Collection entries
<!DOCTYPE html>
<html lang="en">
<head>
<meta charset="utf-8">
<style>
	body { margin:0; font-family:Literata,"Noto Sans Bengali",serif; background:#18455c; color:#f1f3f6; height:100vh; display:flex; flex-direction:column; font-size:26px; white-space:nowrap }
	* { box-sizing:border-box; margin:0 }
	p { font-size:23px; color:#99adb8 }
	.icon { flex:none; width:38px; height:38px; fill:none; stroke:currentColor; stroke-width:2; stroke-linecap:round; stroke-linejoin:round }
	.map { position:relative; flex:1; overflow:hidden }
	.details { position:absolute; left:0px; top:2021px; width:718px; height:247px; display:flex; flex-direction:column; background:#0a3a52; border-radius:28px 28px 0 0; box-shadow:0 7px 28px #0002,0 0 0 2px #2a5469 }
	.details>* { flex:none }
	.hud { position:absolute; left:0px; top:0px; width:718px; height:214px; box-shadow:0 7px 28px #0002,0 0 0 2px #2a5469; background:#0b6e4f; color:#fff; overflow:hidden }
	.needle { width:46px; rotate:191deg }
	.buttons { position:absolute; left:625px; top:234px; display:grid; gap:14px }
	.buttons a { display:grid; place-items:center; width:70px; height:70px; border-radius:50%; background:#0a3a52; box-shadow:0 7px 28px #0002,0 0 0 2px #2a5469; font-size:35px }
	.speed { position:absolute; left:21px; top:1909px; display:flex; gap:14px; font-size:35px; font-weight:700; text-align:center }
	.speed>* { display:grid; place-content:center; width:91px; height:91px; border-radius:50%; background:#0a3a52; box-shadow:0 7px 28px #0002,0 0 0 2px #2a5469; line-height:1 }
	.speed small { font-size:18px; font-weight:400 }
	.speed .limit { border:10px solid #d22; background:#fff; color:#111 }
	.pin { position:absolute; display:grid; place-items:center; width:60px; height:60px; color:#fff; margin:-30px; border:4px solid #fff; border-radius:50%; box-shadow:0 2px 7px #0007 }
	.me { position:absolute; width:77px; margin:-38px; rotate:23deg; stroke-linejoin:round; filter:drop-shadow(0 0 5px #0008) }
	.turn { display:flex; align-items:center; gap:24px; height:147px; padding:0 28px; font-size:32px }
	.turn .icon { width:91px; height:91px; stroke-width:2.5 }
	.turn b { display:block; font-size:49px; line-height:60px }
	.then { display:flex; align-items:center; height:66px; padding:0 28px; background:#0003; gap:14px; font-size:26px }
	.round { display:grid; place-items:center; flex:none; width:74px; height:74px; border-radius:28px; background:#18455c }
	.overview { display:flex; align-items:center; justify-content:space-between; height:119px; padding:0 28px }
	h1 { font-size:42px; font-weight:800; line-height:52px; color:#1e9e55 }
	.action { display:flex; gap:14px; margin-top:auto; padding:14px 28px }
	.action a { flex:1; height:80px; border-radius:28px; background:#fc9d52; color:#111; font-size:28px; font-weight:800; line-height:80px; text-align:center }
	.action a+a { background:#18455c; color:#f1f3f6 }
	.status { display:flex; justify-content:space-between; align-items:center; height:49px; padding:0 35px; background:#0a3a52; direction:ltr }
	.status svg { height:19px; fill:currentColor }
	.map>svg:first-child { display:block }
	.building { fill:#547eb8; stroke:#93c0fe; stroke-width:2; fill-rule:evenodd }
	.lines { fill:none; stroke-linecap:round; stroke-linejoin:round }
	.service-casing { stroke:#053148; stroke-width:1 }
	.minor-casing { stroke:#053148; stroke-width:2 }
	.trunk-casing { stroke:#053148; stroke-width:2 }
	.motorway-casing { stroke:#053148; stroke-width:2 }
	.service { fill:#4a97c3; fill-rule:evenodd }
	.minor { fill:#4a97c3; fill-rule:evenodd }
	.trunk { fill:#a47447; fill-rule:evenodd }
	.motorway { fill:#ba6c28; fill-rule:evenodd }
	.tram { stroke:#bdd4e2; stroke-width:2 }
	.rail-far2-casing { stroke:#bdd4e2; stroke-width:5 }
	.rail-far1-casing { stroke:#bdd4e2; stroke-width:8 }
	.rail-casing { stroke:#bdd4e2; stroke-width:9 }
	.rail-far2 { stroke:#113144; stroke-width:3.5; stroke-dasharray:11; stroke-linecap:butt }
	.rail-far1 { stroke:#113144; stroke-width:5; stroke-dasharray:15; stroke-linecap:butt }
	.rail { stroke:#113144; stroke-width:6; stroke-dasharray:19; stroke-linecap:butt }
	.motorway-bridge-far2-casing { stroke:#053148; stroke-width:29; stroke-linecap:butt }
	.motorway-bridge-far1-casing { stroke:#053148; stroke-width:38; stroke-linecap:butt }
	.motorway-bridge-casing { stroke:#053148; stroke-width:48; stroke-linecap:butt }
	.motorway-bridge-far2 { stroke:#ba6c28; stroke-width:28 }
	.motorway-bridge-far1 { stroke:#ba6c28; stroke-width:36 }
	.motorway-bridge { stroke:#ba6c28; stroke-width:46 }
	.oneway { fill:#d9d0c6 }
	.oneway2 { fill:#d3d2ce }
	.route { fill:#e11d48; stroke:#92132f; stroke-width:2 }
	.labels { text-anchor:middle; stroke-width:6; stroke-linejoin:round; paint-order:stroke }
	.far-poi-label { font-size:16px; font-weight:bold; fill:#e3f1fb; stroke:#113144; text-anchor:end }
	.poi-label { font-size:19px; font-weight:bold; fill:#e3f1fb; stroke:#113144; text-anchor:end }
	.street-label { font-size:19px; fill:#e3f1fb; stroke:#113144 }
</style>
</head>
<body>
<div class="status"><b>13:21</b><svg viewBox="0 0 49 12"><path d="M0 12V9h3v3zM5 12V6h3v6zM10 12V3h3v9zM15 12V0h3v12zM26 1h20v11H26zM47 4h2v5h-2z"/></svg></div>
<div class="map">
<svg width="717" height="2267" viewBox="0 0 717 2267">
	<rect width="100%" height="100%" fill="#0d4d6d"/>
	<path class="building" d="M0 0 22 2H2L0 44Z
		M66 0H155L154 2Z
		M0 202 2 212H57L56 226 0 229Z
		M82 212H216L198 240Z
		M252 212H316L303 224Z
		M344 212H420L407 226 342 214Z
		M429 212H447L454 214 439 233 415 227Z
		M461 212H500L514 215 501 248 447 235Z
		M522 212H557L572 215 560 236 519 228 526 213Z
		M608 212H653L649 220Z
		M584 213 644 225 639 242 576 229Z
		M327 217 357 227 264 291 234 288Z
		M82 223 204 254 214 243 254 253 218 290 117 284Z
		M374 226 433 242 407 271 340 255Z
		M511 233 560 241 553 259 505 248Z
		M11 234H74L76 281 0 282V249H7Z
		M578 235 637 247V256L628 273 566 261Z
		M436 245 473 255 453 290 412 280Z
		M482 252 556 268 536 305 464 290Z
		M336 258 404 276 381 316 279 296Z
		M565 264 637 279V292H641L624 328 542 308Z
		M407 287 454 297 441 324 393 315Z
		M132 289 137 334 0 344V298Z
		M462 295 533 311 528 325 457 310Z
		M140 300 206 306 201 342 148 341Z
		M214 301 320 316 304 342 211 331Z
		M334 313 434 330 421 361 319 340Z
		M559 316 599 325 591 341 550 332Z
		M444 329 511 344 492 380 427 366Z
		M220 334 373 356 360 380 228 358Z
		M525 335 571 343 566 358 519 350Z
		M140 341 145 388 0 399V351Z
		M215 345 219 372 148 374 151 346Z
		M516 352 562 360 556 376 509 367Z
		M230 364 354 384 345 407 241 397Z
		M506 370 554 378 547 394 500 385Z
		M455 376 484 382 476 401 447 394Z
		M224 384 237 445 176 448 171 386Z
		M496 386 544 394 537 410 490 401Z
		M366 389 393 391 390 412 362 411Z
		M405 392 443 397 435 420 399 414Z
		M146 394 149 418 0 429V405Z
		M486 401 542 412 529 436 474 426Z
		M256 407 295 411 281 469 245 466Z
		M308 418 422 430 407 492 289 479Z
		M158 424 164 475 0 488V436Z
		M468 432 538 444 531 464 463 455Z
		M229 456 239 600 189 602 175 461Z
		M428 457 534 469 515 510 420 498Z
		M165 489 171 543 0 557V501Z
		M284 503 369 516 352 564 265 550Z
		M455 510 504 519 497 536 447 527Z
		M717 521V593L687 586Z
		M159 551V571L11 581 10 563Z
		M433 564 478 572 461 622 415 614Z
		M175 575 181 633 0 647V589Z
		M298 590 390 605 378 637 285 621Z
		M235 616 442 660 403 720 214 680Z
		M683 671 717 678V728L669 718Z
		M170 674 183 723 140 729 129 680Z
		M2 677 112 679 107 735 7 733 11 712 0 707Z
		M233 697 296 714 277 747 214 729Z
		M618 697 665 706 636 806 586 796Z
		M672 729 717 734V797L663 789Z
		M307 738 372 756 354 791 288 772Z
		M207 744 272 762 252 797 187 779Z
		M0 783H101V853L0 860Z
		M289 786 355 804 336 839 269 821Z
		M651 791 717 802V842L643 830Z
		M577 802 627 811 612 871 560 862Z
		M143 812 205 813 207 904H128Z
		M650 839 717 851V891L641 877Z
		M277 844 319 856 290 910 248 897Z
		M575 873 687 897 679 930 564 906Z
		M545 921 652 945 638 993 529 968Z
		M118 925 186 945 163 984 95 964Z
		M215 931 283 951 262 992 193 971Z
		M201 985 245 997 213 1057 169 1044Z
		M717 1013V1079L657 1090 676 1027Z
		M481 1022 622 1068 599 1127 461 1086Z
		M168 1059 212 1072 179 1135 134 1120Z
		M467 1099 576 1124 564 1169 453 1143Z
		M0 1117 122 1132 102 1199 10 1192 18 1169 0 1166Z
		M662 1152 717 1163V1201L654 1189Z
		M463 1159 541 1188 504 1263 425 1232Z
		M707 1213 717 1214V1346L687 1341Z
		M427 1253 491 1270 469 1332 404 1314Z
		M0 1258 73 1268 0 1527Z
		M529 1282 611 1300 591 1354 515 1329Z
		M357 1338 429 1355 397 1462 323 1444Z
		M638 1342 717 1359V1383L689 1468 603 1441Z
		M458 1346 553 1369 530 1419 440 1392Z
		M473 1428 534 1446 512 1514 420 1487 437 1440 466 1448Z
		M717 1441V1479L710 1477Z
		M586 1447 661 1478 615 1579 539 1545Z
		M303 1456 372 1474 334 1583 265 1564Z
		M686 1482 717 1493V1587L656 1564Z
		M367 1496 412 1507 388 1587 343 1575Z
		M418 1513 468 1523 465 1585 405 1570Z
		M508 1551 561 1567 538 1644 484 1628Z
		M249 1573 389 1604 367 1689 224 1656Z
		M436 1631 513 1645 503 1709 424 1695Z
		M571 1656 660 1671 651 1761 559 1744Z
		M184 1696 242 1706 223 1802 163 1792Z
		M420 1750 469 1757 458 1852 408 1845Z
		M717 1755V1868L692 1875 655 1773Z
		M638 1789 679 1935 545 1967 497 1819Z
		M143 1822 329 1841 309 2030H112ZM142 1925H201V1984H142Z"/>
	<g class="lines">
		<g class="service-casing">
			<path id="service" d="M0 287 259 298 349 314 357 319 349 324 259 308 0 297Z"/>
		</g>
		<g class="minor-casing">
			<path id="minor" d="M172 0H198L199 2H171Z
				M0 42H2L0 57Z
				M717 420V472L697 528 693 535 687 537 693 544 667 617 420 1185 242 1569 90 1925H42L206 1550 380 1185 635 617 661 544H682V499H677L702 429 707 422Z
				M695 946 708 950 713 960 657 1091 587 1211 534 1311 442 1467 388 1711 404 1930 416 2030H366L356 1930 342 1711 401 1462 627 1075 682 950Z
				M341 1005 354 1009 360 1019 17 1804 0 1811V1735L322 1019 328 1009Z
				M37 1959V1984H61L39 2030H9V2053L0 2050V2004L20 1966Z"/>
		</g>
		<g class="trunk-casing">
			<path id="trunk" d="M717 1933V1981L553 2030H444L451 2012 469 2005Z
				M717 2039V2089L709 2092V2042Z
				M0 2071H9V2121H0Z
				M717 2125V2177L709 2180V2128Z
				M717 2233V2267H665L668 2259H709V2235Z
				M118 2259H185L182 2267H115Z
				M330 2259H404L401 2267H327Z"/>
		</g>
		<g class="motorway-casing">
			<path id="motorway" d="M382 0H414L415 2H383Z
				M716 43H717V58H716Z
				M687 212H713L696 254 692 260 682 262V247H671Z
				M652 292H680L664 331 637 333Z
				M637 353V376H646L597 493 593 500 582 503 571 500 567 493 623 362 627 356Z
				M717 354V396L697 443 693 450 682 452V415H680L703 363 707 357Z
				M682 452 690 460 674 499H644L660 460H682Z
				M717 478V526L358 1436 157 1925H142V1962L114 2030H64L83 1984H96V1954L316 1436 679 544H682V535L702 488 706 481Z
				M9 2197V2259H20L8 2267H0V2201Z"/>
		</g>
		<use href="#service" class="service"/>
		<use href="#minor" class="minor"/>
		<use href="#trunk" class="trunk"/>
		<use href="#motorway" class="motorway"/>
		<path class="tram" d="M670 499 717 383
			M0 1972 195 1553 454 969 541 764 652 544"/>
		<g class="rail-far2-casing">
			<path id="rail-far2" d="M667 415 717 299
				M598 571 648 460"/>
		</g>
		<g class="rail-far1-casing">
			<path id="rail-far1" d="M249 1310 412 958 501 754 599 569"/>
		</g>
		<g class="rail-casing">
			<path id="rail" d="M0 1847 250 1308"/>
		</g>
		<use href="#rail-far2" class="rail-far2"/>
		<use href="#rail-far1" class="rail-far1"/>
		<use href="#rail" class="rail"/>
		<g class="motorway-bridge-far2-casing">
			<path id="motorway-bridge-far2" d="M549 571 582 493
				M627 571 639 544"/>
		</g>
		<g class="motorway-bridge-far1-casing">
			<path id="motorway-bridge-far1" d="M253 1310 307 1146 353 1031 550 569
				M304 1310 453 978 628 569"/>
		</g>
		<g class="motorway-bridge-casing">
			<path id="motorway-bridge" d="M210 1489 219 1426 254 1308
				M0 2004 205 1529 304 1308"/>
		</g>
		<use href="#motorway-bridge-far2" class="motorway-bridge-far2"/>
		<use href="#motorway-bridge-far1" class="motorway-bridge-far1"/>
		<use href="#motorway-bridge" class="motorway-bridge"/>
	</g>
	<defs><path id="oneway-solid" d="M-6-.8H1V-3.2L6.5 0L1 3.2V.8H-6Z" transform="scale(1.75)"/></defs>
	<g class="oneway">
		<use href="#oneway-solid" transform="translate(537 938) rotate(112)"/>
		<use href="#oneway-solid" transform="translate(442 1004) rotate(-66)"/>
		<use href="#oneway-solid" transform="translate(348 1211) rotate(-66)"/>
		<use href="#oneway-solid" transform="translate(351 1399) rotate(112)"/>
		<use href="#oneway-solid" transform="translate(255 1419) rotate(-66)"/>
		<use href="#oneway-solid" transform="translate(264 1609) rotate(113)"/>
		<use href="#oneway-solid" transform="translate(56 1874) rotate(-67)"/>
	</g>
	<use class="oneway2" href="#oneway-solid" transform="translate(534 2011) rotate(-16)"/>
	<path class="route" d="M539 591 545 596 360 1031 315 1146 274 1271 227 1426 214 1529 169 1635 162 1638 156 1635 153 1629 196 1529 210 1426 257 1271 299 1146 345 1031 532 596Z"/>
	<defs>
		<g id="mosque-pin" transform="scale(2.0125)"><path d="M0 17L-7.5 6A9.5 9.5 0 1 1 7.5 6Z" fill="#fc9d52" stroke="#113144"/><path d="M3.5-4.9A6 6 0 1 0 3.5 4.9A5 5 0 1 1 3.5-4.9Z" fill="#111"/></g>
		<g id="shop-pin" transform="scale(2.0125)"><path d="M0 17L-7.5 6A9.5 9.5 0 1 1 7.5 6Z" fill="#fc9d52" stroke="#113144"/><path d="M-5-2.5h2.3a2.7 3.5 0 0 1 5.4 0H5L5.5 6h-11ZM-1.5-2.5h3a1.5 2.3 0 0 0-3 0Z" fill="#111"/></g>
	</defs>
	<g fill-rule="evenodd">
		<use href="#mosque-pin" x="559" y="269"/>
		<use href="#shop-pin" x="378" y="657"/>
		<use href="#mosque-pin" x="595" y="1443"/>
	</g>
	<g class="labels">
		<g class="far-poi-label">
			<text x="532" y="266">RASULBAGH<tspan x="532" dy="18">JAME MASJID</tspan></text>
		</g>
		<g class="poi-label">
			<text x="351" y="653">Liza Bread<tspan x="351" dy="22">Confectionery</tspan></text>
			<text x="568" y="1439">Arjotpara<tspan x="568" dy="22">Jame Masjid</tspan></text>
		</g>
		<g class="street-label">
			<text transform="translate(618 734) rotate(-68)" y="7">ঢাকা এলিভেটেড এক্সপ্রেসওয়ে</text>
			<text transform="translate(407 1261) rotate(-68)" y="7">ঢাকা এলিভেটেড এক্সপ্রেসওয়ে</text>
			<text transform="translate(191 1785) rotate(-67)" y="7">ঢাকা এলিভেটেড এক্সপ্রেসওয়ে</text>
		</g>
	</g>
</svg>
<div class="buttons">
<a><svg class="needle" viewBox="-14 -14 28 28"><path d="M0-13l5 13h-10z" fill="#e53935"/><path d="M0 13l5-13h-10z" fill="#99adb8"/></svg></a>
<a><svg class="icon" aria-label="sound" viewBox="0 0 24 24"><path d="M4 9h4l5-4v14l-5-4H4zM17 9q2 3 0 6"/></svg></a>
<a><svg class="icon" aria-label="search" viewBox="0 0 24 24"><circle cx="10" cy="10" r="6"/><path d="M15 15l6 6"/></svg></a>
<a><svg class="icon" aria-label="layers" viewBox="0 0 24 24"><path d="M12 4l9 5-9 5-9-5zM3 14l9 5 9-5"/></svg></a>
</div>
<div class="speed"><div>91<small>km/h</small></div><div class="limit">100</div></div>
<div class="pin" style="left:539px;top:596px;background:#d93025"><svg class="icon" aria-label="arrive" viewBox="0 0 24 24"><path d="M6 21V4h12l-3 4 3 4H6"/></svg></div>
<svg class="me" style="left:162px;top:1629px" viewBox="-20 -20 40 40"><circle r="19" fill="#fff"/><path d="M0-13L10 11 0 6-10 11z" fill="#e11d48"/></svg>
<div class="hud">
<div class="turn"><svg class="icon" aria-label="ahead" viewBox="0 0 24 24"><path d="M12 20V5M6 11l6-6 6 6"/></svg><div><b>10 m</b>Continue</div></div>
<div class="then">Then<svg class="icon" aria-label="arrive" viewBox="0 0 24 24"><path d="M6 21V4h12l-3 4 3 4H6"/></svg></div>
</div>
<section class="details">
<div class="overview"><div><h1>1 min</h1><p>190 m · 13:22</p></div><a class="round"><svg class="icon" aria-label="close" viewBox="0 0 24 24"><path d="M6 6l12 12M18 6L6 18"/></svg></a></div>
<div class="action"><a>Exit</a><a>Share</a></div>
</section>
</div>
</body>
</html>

▶ [What is needed] Looking at the entries, work out how many lines hold the word "buttons". Give the number and nothing else.

▶ [Written response] 3